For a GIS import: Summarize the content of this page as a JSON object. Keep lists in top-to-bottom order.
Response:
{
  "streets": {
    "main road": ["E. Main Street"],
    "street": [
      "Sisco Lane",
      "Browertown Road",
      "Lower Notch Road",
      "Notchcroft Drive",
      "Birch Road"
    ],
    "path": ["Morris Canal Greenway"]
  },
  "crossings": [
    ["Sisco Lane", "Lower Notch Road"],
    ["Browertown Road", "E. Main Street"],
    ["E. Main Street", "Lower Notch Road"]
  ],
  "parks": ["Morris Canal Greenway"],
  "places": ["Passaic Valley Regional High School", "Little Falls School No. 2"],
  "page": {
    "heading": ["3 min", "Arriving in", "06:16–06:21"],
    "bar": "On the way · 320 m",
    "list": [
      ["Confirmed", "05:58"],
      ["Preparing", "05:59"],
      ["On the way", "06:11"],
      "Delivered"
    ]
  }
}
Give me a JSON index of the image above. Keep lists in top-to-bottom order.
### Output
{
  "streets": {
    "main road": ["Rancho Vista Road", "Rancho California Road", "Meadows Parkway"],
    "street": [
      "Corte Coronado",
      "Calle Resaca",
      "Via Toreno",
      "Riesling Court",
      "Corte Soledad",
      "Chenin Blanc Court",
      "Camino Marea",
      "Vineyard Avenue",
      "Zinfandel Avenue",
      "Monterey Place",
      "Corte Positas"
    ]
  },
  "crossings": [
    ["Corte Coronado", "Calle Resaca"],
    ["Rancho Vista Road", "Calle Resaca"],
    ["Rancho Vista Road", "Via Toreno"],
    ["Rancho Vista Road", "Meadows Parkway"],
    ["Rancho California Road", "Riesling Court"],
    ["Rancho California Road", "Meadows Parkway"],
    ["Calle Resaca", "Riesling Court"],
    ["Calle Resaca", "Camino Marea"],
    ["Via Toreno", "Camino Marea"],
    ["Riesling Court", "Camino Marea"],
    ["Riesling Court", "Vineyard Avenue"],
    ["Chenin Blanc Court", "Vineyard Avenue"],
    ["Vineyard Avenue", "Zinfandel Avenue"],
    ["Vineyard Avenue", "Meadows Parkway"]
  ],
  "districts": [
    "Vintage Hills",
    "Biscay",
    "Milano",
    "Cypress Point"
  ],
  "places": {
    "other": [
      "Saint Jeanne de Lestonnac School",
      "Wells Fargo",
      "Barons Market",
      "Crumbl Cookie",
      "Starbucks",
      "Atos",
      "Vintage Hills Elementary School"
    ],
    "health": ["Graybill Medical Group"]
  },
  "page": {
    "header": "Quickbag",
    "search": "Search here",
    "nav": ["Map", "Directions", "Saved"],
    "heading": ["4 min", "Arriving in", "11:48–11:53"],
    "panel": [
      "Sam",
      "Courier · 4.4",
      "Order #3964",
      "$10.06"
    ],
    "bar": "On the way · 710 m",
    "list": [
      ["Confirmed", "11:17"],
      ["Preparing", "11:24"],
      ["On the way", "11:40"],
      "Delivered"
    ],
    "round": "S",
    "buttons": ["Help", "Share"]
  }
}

→ **WHAT THE TASK ASKS**
Reproduce every line in the data that has the word "Sisco" in it.

→ **EXPECTED OUTPUT**
      "Sisco Lane",
    ["Sisco Lane", "Lower Notch Road"],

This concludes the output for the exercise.